Sudah lebih dulu ada di Papua sebelum beras
Papeda sudah ada sejak ribuan tahun di tanah Papua. Ini membuat masyarakatnya selalu menyantap papeda untuk makanan sehari-hari.
Oleh karenanya, papeda merupakan makanan pokok pertama sebelum masuknya beras ke tanah Papua. Beras sendiri mulai masuk ke sana saat era orde baru, di mana Presiden Soeharto saat itu memiliki program ketahanan pangan beras yang membuat padi ditanam di hampir seluruh nusantara.
Kondisi ini disayangkan oleh Praktisi Kuliner Papua, Charles Toto. Menurut dia, program swasembada puluhan tahun lalu itu membuat papeda tergeser karena dianggap makanan kelas bawah dibanding nasi yang kerap disebut makan elit.
Cara menyantapnya unik
Menurut laman indonesianchefassociation.com, cara menyantap makanan ini terbilang unik dan berbeda dengan nasi yang hanya perlu disendok atau memakai tangan.
Papeda perlu dimakan menggunakan sumpit atau dua buah garpu, kemudian menggulungnya secara melingkar.
Setelah terangkat, papeda bisa dicelup atau dimakan terlebih dahulu lalu menyeruput kuah ikan kuningnya.
Saat mengonsumsi papeda, tak perlu dikunyah, dapat langsung diseruput dan ditelan. Biasa dikonsumsi dengan lauk ikan dan sambal colo-colo. Rasa dasar papeda cenderung tawar dan sedikit asin.

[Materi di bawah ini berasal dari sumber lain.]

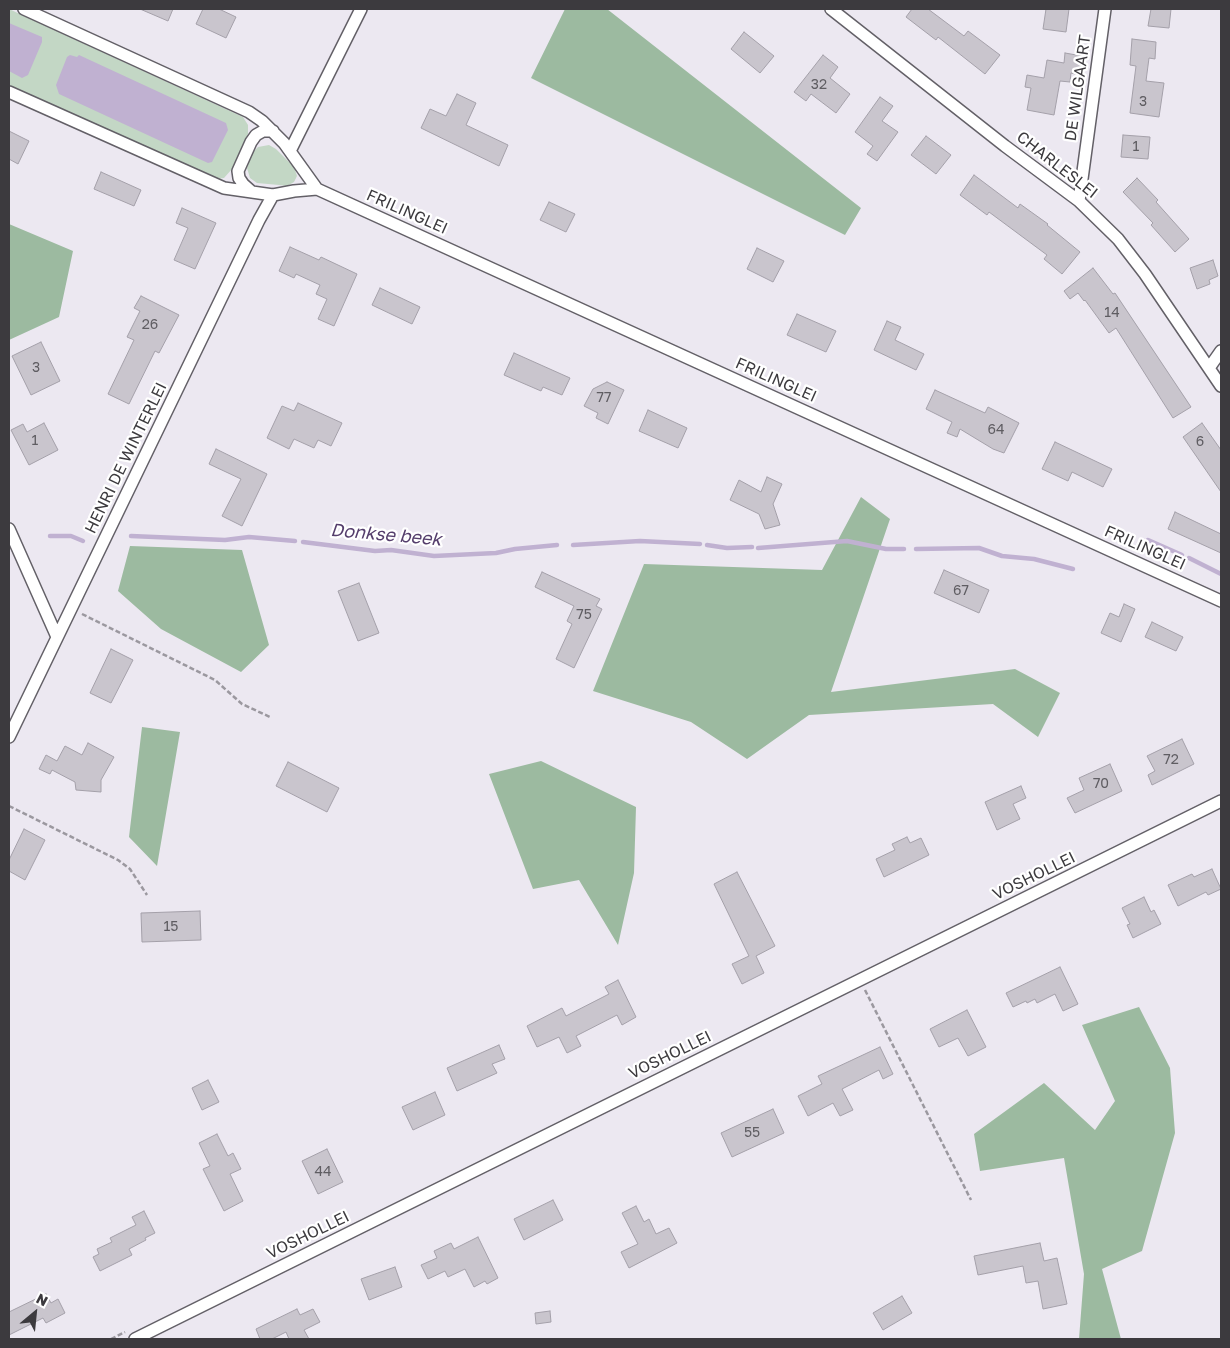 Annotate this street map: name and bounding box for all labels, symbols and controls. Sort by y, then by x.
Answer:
street label: DE WILGAART [1061,34,1095,142]
house number: 32 [811,77,827,93]
house number: 3 [1139,94,1147,110]
street label: CHARLESLEI [1013,127,1101,203]
house number: 1 [1133,139,1139,155]
street label: FRILINGLEI [363,186,451,238]
house number: 14 [1104,305,1120,321]
house number: 26 [142,317,158,333]
street label: FRILINGLEI [732,354,820,406]
house number: 3 [32,360,40,376]
street label: HENRI DE WINTERLEI [81,379,171,537]
house number: 77 [597,390,611,406]
house number: 64 [987,422,1005,438]
house number: 1 [32,433,38,449]
house number: 6 [1196,434,1204,450]
water label: Donkse beek [330,519,442,551]
street label: FRILINGLEI [1101,522,1189,574]
house number: 67 [953,583,969,599]
house number: 75 [576,607,592,623]
house number: 72 [1163,752,1179,768]
house number: 70 [1093,776,1109,792]
street label: VOSHOLLEI [990,848,1078,904]
house number: 15 [164,919,178,935]
street label: VOSHOLLEI [626,1027,714,1083]
house number: 55 [744,1125,760,1141]
house number: 44 [314,1164,332,1180]
street label: VOSHOLLEI [264,1207,352,1263]
north arrow [10,1288,60,1338]
text: N [34,1289,51,1309] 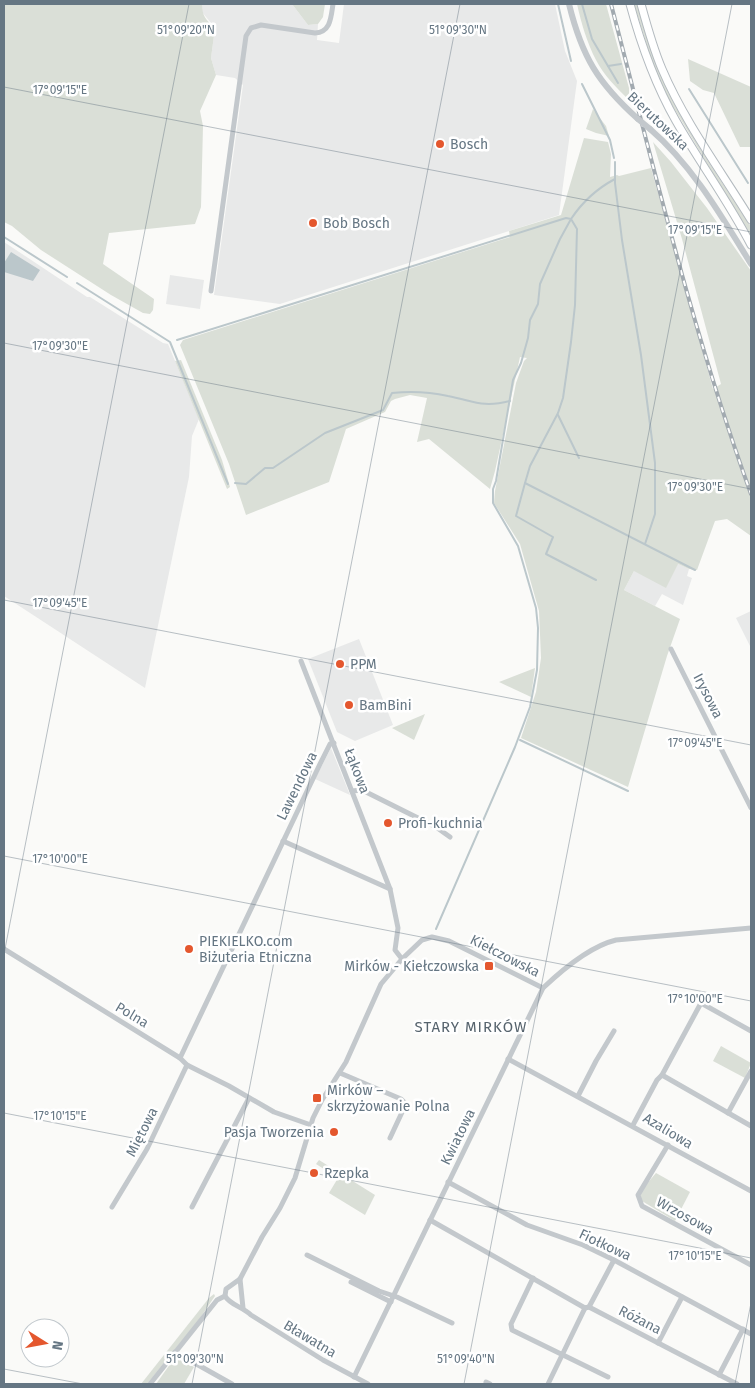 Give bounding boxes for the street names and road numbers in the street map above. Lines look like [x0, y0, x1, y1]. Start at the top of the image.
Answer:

Populer di Sulawesi hingga Maluku
Selain di Papua, olahan papeda juga populer di wilayah Indonesia timur lainnya yakni Sulawesi dan Maluku.
Di Pulau Seram misalnya, sagu (dalam hal ini papeda) dianggap sebagai sesuatu yang mampu menghidupi masyarakat di sana. Ini yang kemudian menjadikan setiap momen panen diiringi oleh ritual adat.
Hal yang sama juga berlaku di wilayah Pulau Seram, Maluku yang menjadikan sagu atau papeda sebagai pengantar upacara adat untuk perempuan remaja yang tengah berada di masa pubertas.
Tampil di Google
Yang menarik, saat ini halaman awal Google menampilkan papeda yang tengah digulung oleh sumpit dalam bentuk karikatur.
Usut punya usut, ini terkait penetapan papeda sebagai Warisan Budaya Tak Benda Indonesia pada 20 Oktober 2015. Penetapan ini disahkan melalui Keputusan Menteri Pendidikan dan Kebudayaan Republik Indonesia Nomor 186/M/2015 di Gedung Kesenian Jakarta.
Sebenarnya, penetapan papeda sebagai WBTB jatuh pada 16 Oktober 2015 dan ditetapkan oleh Menteri Pendidikan dan Kebudyaan yang saat itu menjabat yakni Anies Baswedan. Namun proses secara keseluruhan memakan waktu hingga bisa ditetapkan empat hari kemudian.
Demikian fakta-fakta menarik tentang papeda, semoga menambah informasi dan bisa dicicipi kelezatannya sebagai salah satu kuliner asli Indonesia.